Red-hot tech startup Slack released its diversity numbers on Wednesday. The report, which was published on the company’s blog, was packed with revealing stats about the ranks of women, minorities and LGBT workers at the company. But it also was interesting for a different reason: the timing of its release. Slack published the numbers on the same day Apple hosted its massive product unveiling event.

Why is that significant? Well, when Apple is talking, the tech press covers little else. If you’re another company that has news you want written about, it’s a rotten time to announce it. But if you’ve got something you’d like to say very quietly… Well, then it’s a prime time.

A Slack spokesperson says the timing overlap was unintentional, attributing it instead to “a confluence of small factors.” She also said, via email, that the company held the post until the afternoon to let the Apple news “die down and then pushed it as hard as we could.” Slack CEO Stewart Butterfield also retweeted the announcement, followed by a mini tweetstorm about the company’s commitment to “hire the best people we can…Remove layers of bias, bad practices & old ways.”

If it were just this one Slack announcement, it would be easy to chalk up the timing to coincidence. However, this isn’t the first time a tech company has released data on a day that seems custom-made for moving the information out of the news cycle as quickly as possible. The practice is one companies and politicians have been using to minimize bad or embarrassing news for decades. It even has a name: the Friday night dump.

Twitter posted its latest diversity stats on Friday, August 28th—a slow day in a slow month, when many people are away from their desks trying to squeeze in a last summer friday. (Via email, a Twitter spokesperson writes: “We hold our global all-hands meetings every other Thursday, and we wanted to share our data and goals with our employees before announcing them publicly on August 28th.”)

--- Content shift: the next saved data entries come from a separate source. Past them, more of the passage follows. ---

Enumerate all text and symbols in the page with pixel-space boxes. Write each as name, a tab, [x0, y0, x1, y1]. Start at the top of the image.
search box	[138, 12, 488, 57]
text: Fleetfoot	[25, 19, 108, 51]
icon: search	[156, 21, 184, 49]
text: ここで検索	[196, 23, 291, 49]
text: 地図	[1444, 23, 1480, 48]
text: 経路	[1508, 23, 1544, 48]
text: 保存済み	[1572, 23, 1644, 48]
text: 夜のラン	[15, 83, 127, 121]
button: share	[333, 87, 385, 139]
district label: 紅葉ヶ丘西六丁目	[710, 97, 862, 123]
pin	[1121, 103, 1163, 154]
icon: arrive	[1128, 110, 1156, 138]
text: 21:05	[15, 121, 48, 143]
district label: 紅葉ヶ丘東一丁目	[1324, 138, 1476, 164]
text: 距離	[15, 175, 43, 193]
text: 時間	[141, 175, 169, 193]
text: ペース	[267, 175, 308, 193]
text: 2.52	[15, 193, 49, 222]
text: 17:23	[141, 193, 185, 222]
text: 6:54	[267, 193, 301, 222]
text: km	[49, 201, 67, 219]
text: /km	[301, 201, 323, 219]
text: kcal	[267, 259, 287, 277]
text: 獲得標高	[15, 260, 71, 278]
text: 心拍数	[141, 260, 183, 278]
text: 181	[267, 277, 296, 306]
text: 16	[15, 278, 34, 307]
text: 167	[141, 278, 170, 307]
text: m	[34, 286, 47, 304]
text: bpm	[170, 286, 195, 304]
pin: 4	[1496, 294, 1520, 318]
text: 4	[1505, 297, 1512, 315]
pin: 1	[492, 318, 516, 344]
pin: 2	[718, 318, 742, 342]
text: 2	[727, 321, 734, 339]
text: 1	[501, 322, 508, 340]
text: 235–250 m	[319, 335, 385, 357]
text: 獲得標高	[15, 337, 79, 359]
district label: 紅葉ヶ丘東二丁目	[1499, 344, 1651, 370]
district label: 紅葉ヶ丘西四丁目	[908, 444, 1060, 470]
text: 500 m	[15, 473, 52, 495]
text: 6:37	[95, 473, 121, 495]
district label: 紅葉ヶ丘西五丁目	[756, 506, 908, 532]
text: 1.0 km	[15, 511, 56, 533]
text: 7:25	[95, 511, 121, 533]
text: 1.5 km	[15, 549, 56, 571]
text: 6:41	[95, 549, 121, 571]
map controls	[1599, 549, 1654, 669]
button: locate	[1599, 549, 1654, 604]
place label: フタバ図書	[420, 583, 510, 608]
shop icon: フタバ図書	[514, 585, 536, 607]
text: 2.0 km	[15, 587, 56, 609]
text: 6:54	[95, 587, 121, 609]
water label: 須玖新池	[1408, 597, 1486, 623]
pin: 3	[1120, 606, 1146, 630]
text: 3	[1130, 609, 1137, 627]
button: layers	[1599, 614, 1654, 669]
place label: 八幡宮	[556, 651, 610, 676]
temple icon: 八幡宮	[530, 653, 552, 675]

Amazon also announced diversity stats on a Friday, as did venture capital firm Kleiner Perkins Caufield & Byers. (Neither responded to Fortune‘s request for comment before publication.)

 

Then there’s Microsoft, which released its U.S. workforce demographic breakdown after the Rev. Jesse Jackson attended a Dec. 3 shareholders meeting to press the company on diversity issues. CEO Sataya Nadella reportedly pledged to make the information public by the end of the year. The company says the data was published on its site on Dec. 18, although a writer for the Puget Sound Business Journal wrote that he was unable to find it and had to ask Microsoft to send him a link to the information. That PSBJ story, the first I could find on the Microsoft numbers, ran on Jan. 2. That lag isn’t terribly surprising—the December holiday season is another good time to sweep news under the rug.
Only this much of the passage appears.